Even with my limited knowledge of software, I do understand that owning code is not the same thing as knowing how that code is built and how it operates. So, the value of the cold code is already zip; what matters is the knowledge of the people who use it to build software. This is especially true for a 40 million line program like Win 2K.

Although I have no understanding about how knowledge of the code base is shared at Microsoft, I think this basic fact presents some interesting implications for the various breakup proposals.

First, the practical difference between an undifferentiated breakup and a breakup along functional lines is not as great as it appears on the surface. In an undifferentiated breakup, each of the spinoffs will have gaps in its knowledge of the code base to which they all have access, just as I am sure they would in a breakup along functional lines. The difference is that, in an undifferentiated breakup, numerous, small gaps will appear everywhere, since different people on different teams will end up with different companies. In a breakup along functional lines, applications people's knowledge of applications code will be fairly complete, but they will know nothing about the OS code, for example. So, that OS code, which they have the right to use, will be worth relatively little to them, at least in the beginning.

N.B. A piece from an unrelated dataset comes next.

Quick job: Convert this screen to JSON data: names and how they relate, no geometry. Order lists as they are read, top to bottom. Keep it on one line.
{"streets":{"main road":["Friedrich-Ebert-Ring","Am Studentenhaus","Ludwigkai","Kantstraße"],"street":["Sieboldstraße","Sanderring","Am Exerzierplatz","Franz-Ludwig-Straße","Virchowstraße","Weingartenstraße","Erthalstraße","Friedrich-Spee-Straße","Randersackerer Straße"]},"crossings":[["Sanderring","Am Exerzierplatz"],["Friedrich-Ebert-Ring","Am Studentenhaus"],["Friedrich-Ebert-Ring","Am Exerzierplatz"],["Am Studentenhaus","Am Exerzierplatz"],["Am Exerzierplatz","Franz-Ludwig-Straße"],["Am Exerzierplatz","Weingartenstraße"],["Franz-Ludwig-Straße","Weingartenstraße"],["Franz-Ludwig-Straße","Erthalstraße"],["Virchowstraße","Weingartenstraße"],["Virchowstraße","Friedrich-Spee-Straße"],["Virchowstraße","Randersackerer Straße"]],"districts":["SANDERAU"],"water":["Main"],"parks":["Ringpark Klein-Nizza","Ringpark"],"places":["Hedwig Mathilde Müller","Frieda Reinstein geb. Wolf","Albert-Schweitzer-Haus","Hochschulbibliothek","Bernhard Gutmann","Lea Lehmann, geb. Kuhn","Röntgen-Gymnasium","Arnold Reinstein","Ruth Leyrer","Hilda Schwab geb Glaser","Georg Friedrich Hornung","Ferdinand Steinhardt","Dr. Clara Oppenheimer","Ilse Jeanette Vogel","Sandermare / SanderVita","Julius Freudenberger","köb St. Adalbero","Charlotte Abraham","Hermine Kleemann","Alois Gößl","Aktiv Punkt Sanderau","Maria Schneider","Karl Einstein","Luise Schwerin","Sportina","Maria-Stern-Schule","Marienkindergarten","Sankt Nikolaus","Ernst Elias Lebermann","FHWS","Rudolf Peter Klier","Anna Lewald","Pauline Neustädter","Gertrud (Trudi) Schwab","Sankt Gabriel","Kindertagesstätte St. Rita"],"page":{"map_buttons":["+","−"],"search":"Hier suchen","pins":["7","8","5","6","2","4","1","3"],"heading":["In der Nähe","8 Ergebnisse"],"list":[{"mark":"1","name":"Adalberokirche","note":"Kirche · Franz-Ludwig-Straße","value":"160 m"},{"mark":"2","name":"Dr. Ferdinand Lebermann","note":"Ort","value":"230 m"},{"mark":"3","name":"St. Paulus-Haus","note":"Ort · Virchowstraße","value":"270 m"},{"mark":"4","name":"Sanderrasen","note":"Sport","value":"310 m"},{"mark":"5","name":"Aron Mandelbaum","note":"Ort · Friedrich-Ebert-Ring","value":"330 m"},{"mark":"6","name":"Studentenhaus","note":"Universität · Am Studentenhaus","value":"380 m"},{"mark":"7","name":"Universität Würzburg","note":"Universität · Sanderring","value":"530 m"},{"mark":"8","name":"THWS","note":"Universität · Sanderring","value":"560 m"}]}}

The key difference between an undifferentiated breakup and a functional breakup as was previously proposed will be in the restrictions on the spin-offs to compete in each others' areas of specialization. In an undifferenciated breakup, they will all have the right to do so from the beginning, and, over time, they will. In the past proposals for a functional breakup, somebody would have to keep the OS company, for example, out of the business of the applications company.

Second, some "collusion" as you call it should be encouraged so people can share knowledge and jointly develop products for individual sale. For example, there is no reason to force the OS Company's people to withhold vital information about OS code from the Internet Company's people if they want to develop some product jointly or if they want to exchange information so each can develop products for the other's markets or that interoperate with the other's offerings.

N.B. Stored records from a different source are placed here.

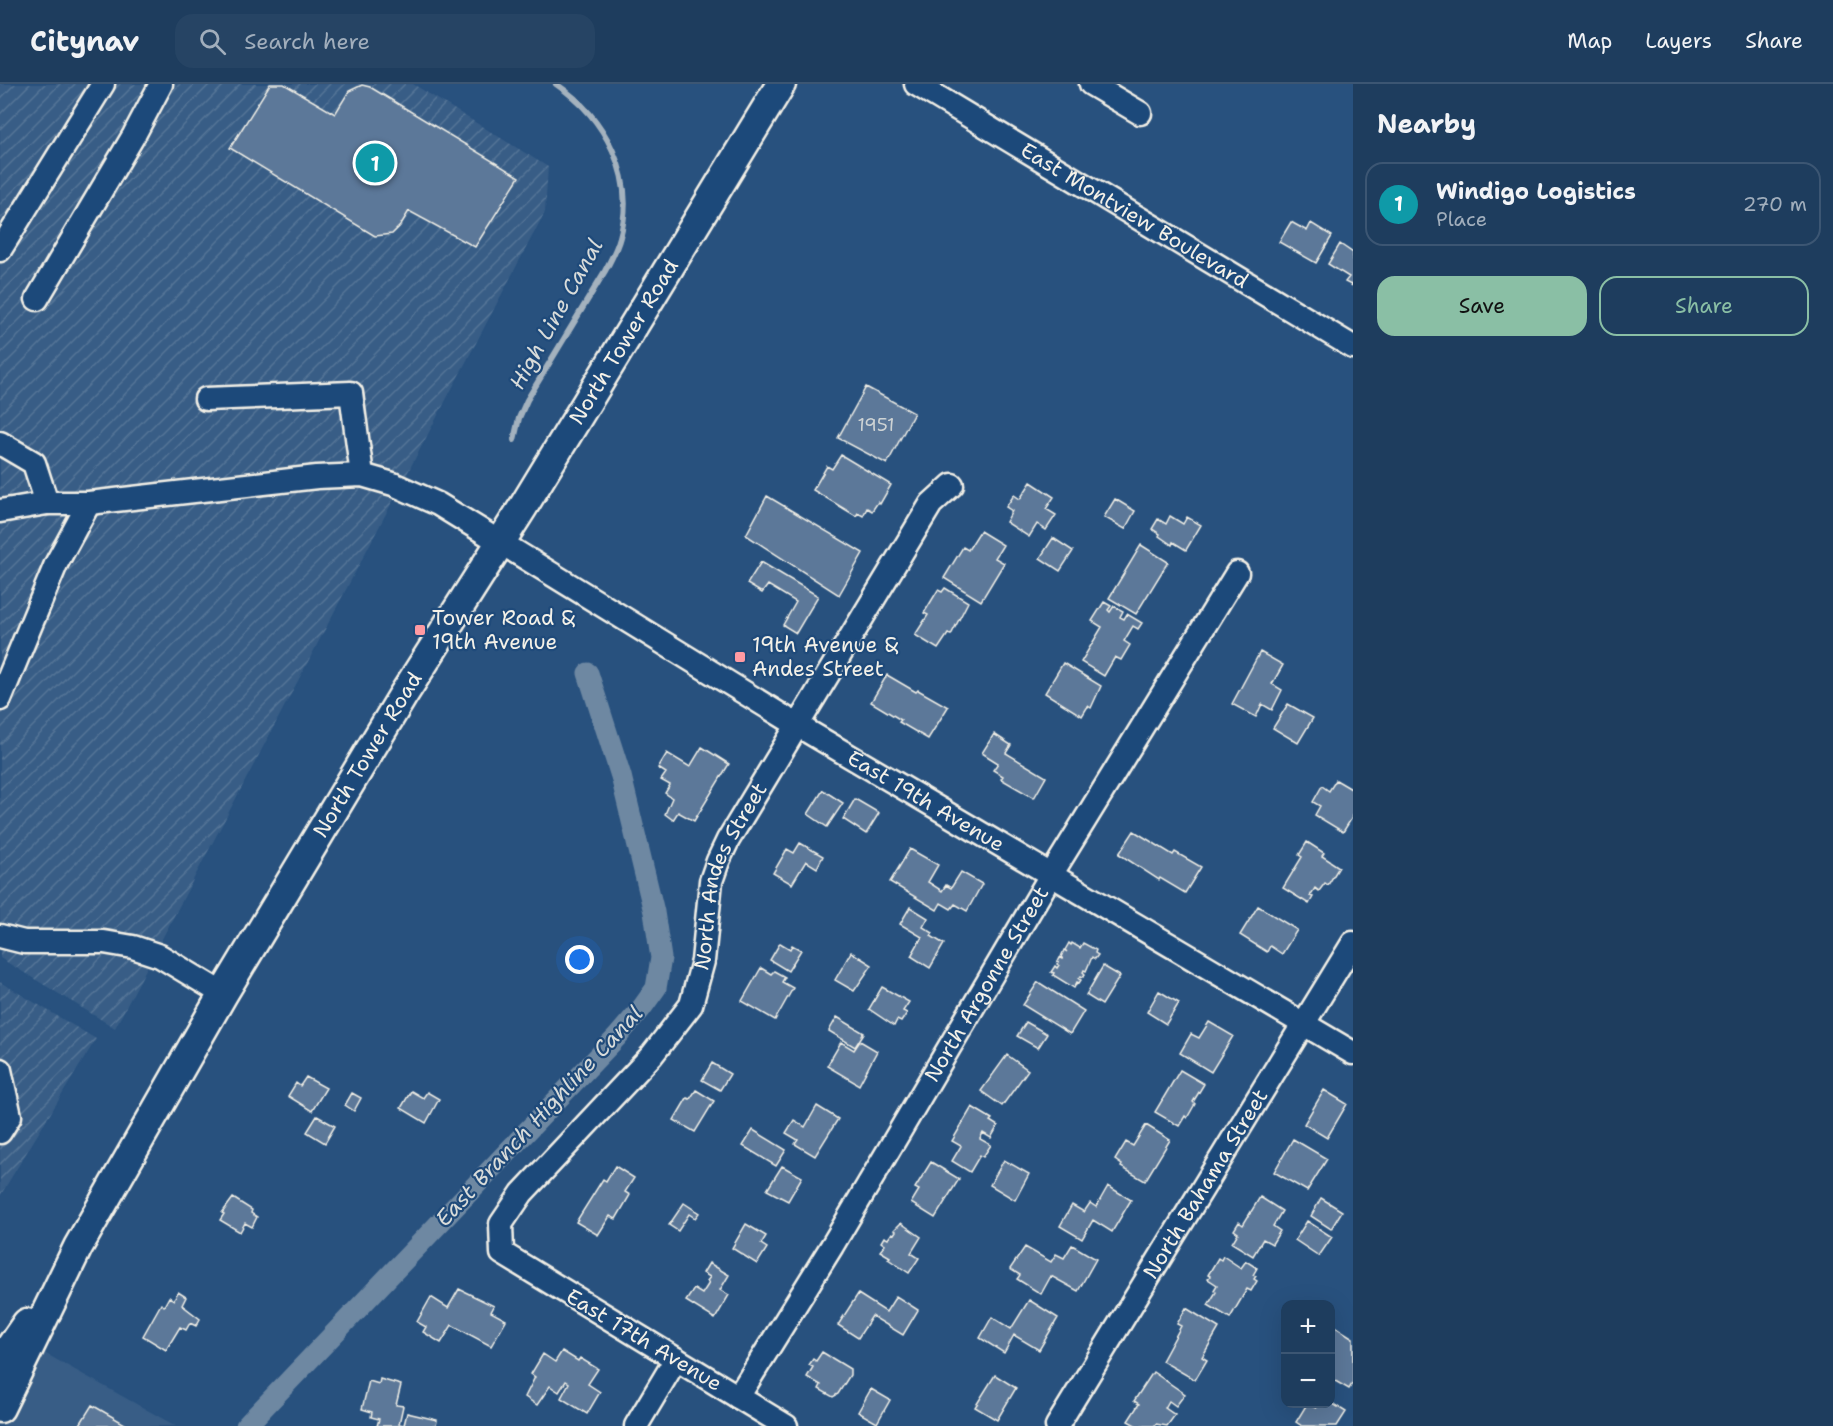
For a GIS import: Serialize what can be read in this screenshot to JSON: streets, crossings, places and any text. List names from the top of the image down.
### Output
{
  "streets": {
    "main road": ["North Tower Road"],
    "street": [
      "East Montview Boulevard",
      "East 19th Avenue",
      "North Andes Street",
      "North Argonne Street",
      "North Bahama Street",
      "East 17th Avenue"
    ]
  },
  "crossings": [
    ["North Tower Road", "East 19th Avenue"],
    ["East 19th Avenue", "North Andes Street"],
    ["East 19th Avenue", "North Argonne Street"],
    ["East 19th Avenue", "North Bahama Street"],
    ["North Andes Street", "East 17th Avenue"],
    ["North Argonne Street", "East 17th Avenue"]
  ],
  "water": ["High Line Canal", "East Branch Highline Canal"],
  "places": {
    "transit": ["Tower Road & 19th Avenue", "19th Avenue & Andes Street"]
  },
  "house_numbers": ["1951"],
  "page": {
    "header": "Citynav",
    "search": "Search here",
    "nav": ["Map", "Layers", "Share"],
    "heading": "Nearby",
    "pins": "1",
    "list": [
      {
        "mark": "1",
        "name": "Windigo Logistics",
        "note": "Place",
        "value": "270 m"
      }
    ],
    "buttons": ["Save", "Share"],
    "map_buttons": ["+", "−"]
  }
}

Again, one should rely principally on the market to decide what collusion is desirable and what is not. The only collusion that should be prohibited is the same type that is illegal generally, that which raises prices or restricts output.

Third, breaking Microsoft apart probably will not affect the degree of cooperation that goes on as much as some people think. Much of the cooperation that presently goes on within the single company will still go on between separate companies, especially in the beginning. The difference will be that, over time, if the companies are separate, there will be no centralized control to keep each unit from maximizing its own profit at the expense of the others or of third parties in ways that a centralized plan handed down by Microsoft management may not allow today.

Read Bork's discussion of the similarity of the problems faced by antitrust mergers and acquisitions law and the problems faced by the law on contracts in restraint of trade to understand better what I am saying here. The basic problems are, at root, the same: what forms of cooperation, whether within firms or between firms, do you allow and which do you not? What, after all, is a merger but a specific kind of restraint of trade engaged in to achieve some efficiency, and what is a divestiture but the elimination of a restraint of trade which is less efficient than competition?

It's true that they are barely getting win2000 done now, and you can't break up the OS teams. So don't. A problem that will be mirrored in other areas in the 'baby bills' proposal.

What I have learned from thinking about your ideas is that you don't have to break up the OS team, or any other team. You just separate them into separate organizations and let the market, rather than Bill Gates' central direction, decide the degree of cooperation and competition between them.

Better yet, just have the government set some minimum criteria that have to be met to satisfy antitrust law, and let Microsoft decide the specifics of how any breakup is carried out, subject, of course, to the criteria being met.